On Tue 22-01-19 23:29:04, Qian Cai wrote:
> Running LTP migrate_pages03 [1] a few times triggering BUG() below on an arm64
> ThunderX2 server. Reverted the commit 9a1ea439b16b9 ("mm:
> put_and_wait_on_page_locked() while page is migrated") allows it to run
> continuously.
> 
> put_and_wait_on_page_locked
>   wait_on_page_bit_common
>     put_page
>       put_page_testzero
>         VM_BUG_ON_PAGE(page_ref_count(page) == 0, page);
> 
> [1]
> https://github.com/linux-test-project/ltp/blob/master/testcases/kernel/syscalls/migrate_pages/migrate_pages03.c
> 
> [ 1304.643587] page:ffff7fe0226ff000 count:2 mapcount:0 mapping:ffff8095c3406d58 index:0x7
> [ 1304.652082] xfs_address_space_operations [xfs]
[...]
> [ 1304.682652] page dumped because: VM_BUG_ON_PAGE(page_ref_count(page) == 0)

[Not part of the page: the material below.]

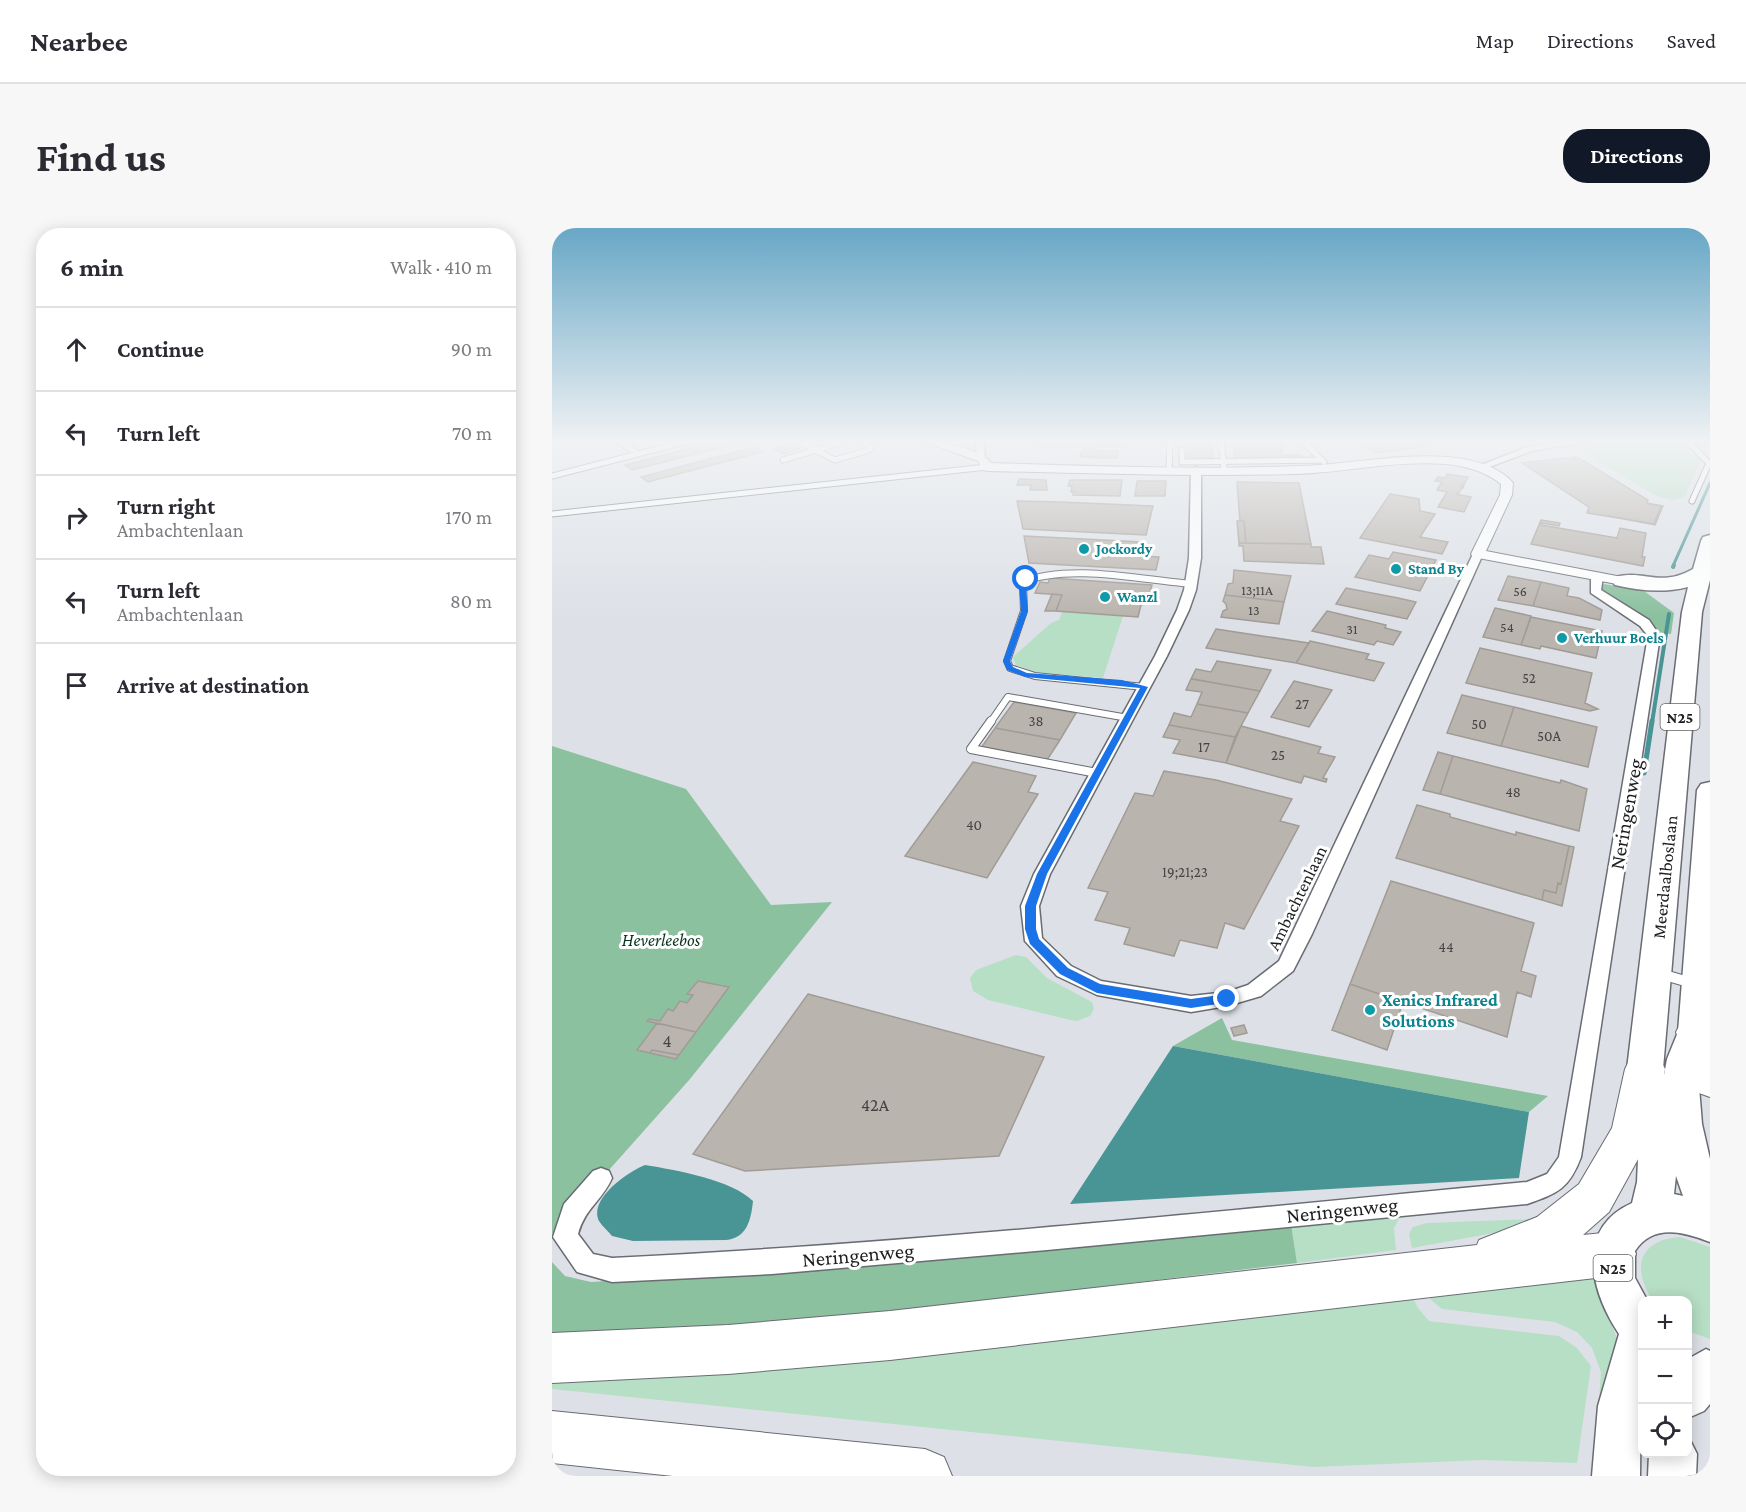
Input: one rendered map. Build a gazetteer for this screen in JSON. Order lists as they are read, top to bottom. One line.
{"streets":{"highway":["N25","Meerdaalboslaan"],"street":["Neringenweg","Ambachtenlaan"]},"crossings":[["N25","Meerdaalboslaan"]],"parks":["Heverleebos"],"places":["Jockordy","Stand By","Wanzl","Verhuur Boels","Xenics Infrared Solutions"],"house_numbers":["13;11A","56","13","54","31","52","27","38","50","50A","17","25","48","40","19;21;23","44","4","42A"],"page":{"header":"Nearbee","nav":["Map","Directions","Saved"],"buttons":"Directions","title":"Find us","heading":["6 min","Walk · 410 m"],"list":[["Continue","90 m"],["Turn left","70 m"],["Turn right","Ambachtenlaan","170 m"],["Turn left","Ambachtenlaan","80 m"],"Arrive at destination"],"map_buttons":["+","−"]}}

This looks like a page reference countimbalance to me. The page seemed
to be freed at the the migration code (wait_on_page_bit_common) called
put_page and immediatelly got reused for xfs allocation and that is why
we see its ref count==2. But I fail to see how that is possible as
__migration_entry_wait already does get_page_unless_zero so the
imbalance must have been preexisting.
-- 
Michal Hocko
SUSE Labs

^ permalink raw reply	[flat|nested] 8+ messages in thread

* Re: BUG() due to "mm: put_and_wait_on_page_locked() while page is migrated"
@ 2019-01-25  4:19     ` Hugh Dickins
  0 siblings, 0 replies; 8+ messages in thread
From: Hugh Dickins @ 2019-01-25  4:19 UTC (permalink / raw)
  To: Qian Cai
  Cc: Michal Hocko, hughd, Andrea Arcangeli, torvalds, vbabka, akpm, Linux-MM

On Wed, 23 Jan 2019, Michal Hocko wrote:
> On Tue 22-01-19 23:29:04, Qian Cai wrote:
> > Running LTP migrate_pages03 [1] a few times triggering BUG() below on an arm64
> > ThunderX2 server. Reverted the commit 9a1ea439b16b9 ("mm:
> > put_and_wait_on_page_locked() while page is migrated") allows it to run
> > continuously.
> > 
> > put_and_wait_on_page_locked
> >   wait_on_page_bit_common
> >     put_page
> >       put_page_testzero
> >         VM_BUG_ON_PAGE(page_ref_count(page) == 0, page);
> > 
> > [1]
> > https://github.com/linux-test-project/ltp/blob/master/testcases/kernel/syscalls/migrate_pages/migrate_pages03.c
> > 
> > [ 1304.643587] page:ffff7fe0226ff000 count:2 mapcount:0 mapping:ffff8095c3406d58 index:0x7
> > [ 1304.652082] xfs_address_space_operations [xfs]
> [...]
> > [ 1304.682652] page dumped because: VM_BUG_ON_PAGE(page_ref_count(page) == 0)
> 
> This looks like a page reference countimbalance to me. The page seemed
> to be freed at the the migration code (wait_on_page_bit_common) called
> put_page and immediatelly got reused for xfs allocation and that is why
> we see its ref count==2. But I fail to see how that is possible as
> __migration_entry_wait already does get_page_unless_zero so the
> imbalance must have been preexisting.

This report worried me, but I've thought around it, and agree with
Michal that it must be reflecting a preexisting refcount imbalance -
preexisting in the sense that the imbalance occurred sometime before
reaching put_and_wait_on_page_locked(), and in the sense that the bug
causing the imbalance came in before the put_and_wait_on_page_locked()
commit, perhaps even long ago.

If it is a software bug at all - I wonder if any other hardware shows
the same issue - I have not seen it on x86 (though I wasn't using xfs),
nor heard of anyone else reporting it - but thank you for doing so,
it could be important.

But I (probably) disagree with Michal about the page being freed and
reused for xfs allocation. I have no proof, but I think the likelihood
is that the page shown is the old xfs page (from libc-2.28.so, I see)
which is currently being migrated.

I realize that "last migrate reason: syscall_or_cpuset" would not get 
set until later, but I think it's left over from the previous migration:
migrate_pages03 looks like it's migrating pages back and forth repeatedly.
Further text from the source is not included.